True to my nature, I made the more complicated choice. I decided to keep Asa and hoped for another miracle. Who knows, maybe she would grow out of her fearful and reactive nature. But you only get so many miracles in life. Asa is still fearful, anxious and still behaves “aggressively” towards anyone she doesn’t know, and most people she does know if they get closer than she is comfortable with. And about 3 years ago, she upped the ante. She added separation anxiety (SA) to her repertoire of challenging traits. For those who had never had a dog with SA, consider yourselves blessed.

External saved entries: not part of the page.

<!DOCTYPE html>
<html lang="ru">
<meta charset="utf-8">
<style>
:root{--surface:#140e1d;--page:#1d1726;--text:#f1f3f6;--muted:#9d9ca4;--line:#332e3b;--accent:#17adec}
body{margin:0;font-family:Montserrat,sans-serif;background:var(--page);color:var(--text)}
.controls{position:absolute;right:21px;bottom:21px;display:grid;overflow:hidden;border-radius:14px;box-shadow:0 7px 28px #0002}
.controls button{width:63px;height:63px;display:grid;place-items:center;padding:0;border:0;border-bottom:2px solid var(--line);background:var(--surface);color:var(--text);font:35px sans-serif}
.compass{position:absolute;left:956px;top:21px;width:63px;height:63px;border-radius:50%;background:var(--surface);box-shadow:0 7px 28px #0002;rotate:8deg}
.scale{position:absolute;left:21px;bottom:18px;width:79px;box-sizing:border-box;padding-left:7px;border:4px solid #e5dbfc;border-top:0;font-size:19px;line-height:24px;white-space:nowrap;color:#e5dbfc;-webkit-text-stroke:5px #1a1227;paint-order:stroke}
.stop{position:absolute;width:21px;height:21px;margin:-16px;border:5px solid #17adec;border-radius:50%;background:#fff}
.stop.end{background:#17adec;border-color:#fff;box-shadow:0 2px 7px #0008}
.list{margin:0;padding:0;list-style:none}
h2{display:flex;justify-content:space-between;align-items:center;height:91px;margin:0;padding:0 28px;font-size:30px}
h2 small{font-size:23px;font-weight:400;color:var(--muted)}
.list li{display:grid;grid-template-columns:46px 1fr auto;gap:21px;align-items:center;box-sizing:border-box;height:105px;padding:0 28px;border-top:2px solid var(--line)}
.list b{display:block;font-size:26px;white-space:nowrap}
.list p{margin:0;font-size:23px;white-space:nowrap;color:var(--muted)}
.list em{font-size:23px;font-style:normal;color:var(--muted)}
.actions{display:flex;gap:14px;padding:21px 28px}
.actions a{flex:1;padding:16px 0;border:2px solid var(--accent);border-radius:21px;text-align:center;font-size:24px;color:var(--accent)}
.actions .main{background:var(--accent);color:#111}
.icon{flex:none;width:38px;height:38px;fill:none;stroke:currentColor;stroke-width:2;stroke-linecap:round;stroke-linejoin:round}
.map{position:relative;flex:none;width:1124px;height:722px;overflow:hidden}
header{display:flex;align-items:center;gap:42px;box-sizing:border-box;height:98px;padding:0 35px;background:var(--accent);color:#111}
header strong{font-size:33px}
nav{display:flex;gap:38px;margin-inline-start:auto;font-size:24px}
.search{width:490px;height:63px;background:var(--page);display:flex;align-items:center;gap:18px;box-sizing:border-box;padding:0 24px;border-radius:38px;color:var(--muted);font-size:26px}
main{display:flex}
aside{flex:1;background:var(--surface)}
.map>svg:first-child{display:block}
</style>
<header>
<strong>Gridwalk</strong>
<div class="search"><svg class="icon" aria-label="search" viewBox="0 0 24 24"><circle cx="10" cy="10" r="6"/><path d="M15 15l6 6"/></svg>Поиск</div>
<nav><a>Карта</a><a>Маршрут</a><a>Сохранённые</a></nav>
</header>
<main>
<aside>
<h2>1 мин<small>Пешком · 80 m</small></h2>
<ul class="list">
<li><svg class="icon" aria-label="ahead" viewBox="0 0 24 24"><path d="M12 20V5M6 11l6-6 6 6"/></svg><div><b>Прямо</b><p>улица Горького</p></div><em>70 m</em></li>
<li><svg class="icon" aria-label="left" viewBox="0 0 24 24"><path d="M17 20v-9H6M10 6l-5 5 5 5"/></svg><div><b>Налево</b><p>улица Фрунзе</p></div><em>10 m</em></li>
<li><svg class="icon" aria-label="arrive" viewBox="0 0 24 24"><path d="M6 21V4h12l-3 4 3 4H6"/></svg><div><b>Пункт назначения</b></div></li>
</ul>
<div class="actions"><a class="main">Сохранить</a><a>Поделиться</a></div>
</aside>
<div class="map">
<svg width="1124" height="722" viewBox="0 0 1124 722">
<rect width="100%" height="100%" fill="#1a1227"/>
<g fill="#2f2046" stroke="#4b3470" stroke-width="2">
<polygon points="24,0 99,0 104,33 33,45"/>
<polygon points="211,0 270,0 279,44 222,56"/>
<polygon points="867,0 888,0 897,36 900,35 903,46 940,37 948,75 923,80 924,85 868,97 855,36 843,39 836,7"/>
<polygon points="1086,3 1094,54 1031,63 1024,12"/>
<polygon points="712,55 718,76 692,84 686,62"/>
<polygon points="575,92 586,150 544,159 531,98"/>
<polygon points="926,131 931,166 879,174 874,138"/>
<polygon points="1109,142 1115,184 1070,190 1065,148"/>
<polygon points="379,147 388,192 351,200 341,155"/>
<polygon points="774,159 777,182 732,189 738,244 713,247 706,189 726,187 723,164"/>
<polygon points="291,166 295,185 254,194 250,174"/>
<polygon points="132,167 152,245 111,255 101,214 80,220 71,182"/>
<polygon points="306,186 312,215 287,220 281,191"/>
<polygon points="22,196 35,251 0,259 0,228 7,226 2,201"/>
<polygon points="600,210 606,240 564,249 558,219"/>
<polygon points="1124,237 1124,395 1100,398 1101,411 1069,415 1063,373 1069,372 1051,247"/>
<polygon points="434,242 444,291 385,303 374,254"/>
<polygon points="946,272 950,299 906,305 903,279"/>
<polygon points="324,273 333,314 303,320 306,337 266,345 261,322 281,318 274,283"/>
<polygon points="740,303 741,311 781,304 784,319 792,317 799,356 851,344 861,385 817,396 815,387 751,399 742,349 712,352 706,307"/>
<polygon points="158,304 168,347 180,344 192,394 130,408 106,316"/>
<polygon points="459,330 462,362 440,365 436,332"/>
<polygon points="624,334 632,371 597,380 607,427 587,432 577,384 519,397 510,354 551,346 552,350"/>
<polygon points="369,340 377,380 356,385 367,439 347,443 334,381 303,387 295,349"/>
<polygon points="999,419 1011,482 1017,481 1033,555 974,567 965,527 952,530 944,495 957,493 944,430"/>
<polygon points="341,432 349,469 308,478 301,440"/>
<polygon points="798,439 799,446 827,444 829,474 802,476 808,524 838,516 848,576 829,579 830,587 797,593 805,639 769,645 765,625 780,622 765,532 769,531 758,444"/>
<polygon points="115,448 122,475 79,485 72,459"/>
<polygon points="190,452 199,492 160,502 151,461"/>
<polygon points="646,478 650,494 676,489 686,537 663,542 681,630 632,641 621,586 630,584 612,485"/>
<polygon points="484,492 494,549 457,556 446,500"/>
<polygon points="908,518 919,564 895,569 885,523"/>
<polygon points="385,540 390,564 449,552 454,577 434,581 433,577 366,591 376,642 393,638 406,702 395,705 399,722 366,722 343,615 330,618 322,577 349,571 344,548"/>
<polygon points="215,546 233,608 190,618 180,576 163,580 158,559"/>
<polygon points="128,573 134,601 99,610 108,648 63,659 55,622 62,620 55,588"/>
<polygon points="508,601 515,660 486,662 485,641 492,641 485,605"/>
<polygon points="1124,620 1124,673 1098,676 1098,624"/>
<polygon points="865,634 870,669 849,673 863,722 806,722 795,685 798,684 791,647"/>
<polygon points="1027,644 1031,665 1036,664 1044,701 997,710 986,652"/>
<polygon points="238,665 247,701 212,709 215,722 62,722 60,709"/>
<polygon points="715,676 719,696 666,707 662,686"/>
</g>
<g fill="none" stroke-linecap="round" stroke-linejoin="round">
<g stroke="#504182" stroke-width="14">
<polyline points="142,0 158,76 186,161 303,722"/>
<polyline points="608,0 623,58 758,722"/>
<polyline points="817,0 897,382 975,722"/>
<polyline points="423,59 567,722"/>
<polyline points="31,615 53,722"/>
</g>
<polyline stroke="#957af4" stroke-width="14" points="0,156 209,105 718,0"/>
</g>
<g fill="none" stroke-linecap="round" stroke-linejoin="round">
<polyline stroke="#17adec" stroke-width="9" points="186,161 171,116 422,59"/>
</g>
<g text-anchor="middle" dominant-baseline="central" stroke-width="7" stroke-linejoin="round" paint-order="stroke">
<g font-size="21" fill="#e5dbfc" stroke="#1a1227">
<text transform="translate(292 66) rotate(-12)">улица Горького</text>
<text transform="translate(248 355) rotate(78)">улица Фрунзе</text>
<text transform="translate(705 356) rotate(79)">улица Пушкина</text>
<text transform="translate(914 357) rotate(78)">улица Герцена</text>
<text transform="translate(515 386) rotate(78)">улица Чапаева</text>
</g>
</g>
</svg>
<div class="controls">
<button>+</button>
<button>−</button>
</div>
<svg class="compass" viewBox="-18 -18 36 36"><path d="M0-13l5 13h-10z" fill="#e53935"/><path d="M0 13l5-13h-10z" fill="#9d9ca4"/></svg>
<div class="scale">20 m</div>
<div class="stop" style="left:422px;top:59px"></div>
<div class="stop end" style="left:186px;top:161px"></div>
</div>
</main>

In a decade of dog rescuing, I have dealt with a huge chunk of the possible physical and behavioral issues dogs come bundled with. SA is hands down one of the toughest to deal with. My life has not been particularly easy the last 3 years; Asa has made it even more difficult. But along with my other dogs, she has also made it bearable.
I owe a great deal to all the dogs I have rescued over the years and I owe a great deal to Asa, not the least of which is the realization that I cannot get others to see what I see, that I cannot let the lack of commitment in others keep me from doing what I know in my heart to be right, if not smart. And ultimately, I owe her for making it impossible for me to do the easy thing. She has challenged me to live up to my expectations, even when I was just as scared as she is, even when others tried to make it easier for me not to. I am not sure if I will be up to the challenge tomorrow or the next day but I think as long as Asa is around, I will have someone who – in her way – believes I am. If she can get over her overwhelming fear of humans to trust this one, how can I betray her trust? And that gift is priceless, no matter how it comes packaged.